----- STUDY MATERIAL -----
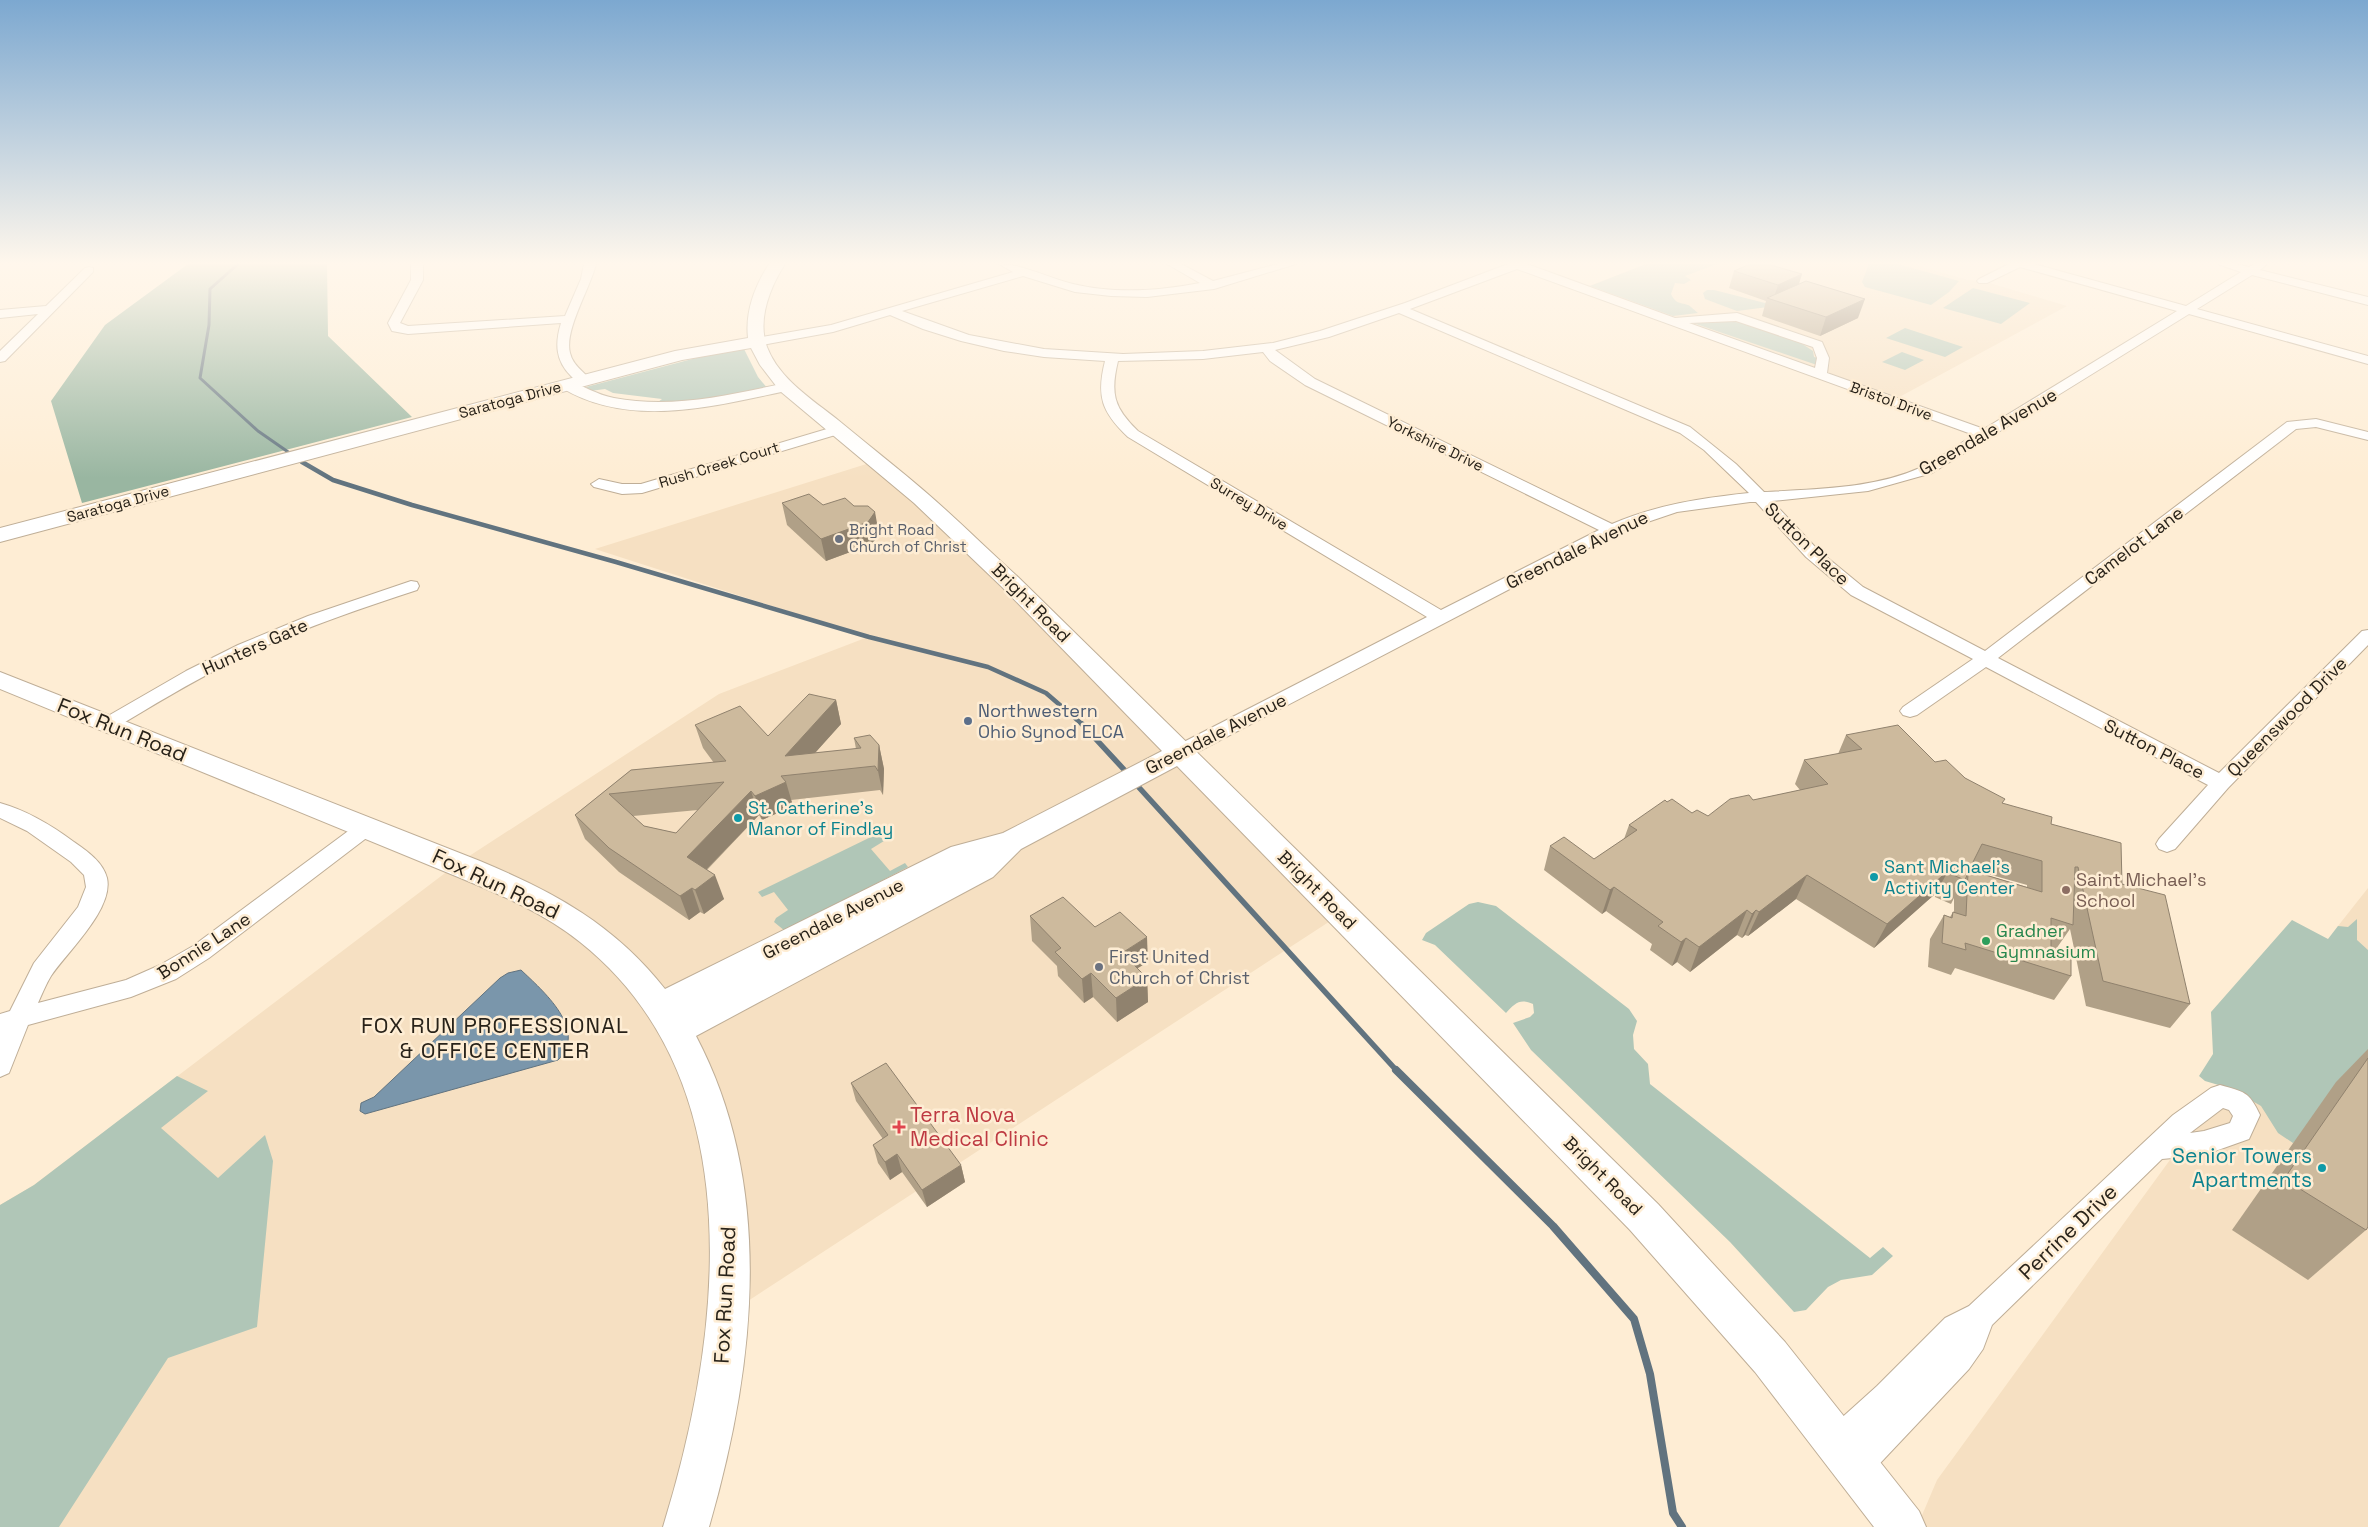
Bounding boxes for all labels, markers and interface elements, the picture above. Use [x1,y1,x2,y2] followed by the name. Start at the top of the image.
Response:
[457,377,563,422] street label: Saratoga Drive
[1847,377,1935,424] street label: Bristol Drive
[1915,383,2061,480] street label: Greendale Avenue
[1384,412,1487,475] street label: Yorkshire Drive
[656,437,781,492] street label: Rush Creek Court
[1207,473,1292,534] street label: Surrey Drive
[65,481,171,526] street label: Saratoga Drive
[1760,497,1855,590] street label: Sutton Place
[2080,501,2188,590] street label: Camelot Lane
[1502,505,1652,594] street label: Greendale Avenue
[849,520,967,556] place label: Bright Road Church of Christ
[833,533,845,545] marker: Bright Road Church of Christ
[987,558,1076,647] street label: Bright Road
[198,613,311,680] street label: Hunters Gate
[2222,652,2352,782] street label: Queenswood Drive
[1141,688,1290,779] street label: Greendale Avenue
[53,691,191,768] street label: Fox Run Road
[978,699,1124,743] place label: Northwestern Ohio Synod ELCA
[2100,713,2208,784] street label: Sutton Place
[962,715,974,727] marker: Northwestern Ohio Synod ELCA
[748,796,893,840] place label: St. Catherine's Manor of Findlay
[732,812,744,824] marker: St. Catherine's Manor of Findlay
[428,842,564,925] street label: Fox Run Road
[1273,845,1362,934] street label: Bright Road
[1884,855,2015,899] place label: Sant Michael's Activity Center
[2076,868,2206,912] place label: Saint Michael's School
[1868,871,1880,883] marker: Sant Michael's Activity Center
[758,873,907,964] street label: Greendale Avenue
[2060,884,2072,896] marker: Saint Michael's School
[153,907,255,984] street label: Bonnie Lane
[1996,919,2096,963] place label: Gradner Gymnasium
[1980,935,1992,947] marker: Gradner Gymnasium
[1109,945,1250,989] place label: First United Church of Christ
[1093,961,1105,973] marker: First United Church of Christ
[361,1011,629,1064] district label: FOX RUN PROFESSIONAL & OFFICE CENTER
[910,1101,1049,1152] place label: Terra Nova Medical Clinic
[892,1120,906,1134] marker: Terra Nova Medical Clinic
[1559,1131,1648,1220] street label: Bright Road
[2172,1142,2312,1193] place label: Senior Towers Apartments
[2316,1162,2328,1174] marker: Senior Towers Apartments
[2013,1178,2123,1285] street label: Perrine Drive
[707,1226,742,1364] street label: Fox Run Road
-----
▶ [WHAT IS NEEDED] The entries above are to be retyped exactly, with each picture left out.

▶ [RESPONSE]
Bounding boxes for all labels, markers and interface elements, the picture above. Use [x1,y1,x2,y2] followed by the name. Start at the top of the image.
Response:
[457,377,563,422] street label: Saratoga Drive
[1847,377,1935,424] street label: Bristol Drive
[1915,383,2061,480] street label: Greendale Avenue
[1384,412,1487,475] street label: Yorkshire Drive
[656,437,781,492] street label: Rush Creek Court
[1207,473,1292,534] street label: Surrey Drive
[65,481,171,526] street label: Saratoga Drive
[1760,497,1855,590] street label: Sutton Place
[2080,501,2188,590] street label: Camelot Lane
[1502,505,1652,594] street label: Greendale Avenue
[849,520,967,556] place label: Bright Road Church of Christ
[833,533,845,545] marker: Bright Road Church of Christ
[987,558,1076,647] street label: Bright Road
[198,613,311,680] street label: Hunters Gate
[2222,652,2352,782] street label: Queenswood Drive
[1141,688,1290,779] street label: Greendale Avenue
[53,691,191,768] street label: Fox Run Road
[978,699,1124,743] place label: Northwestern Ohio Synod ELCA
[2100,713,2208,784] street label: Sutton Place
[962,715,974,727] marker: Northwestern Ohio Synod ELCA
[748,796,893,840] place label: St. Catherine's Manor of Findlay
[732,812,744,824] marker: St. Catherine's Manor of Findlay
[428,842,564,925] street label: Fox Run Road
[1273,845,1362,934] street label: Bright Road
[1884,855,2015,899] place label: Sant Michael's Activity Center
[2076,868,2206,912] place label: Saint Michael's School
[1868,871,1880,883] marker: Sant Michael's Activity Center
[758,873,907,964] street label: Greendale Avenue
[2060,884,2072,896] marker: Saint Michael's School
[153,907,255,984] street label: Bonnie Lane
[1996,919,2096,963] place label: Gradner Gymnasium
[1980,935,1992,947] marker: Gradner Gymnasium
[1109,945,1250,989] place label: First United Church of Christ
[1093,961,1105,973] marker: First United Church of Christ
[361,1011,629,1064] district label: FOX RUN PROFESSIONAL & OFFICE CENTER
[910,1101,1049,1152] place label: Terra Nova Medical Clinic
[892,1120,906,1134] marker: Terra Nova Medical Clinic
[1559,1131,1648,1220] street label: Bright Road
[2172,1142,2312,1193] place label: Senior Towers Apartments
[2316,1162,2328,1174] marker: Senior Towers Apartments
[2013,1178,2123,1285] street label: Perrine Drive
[707,1226,742,1364] street label: Fox Run Road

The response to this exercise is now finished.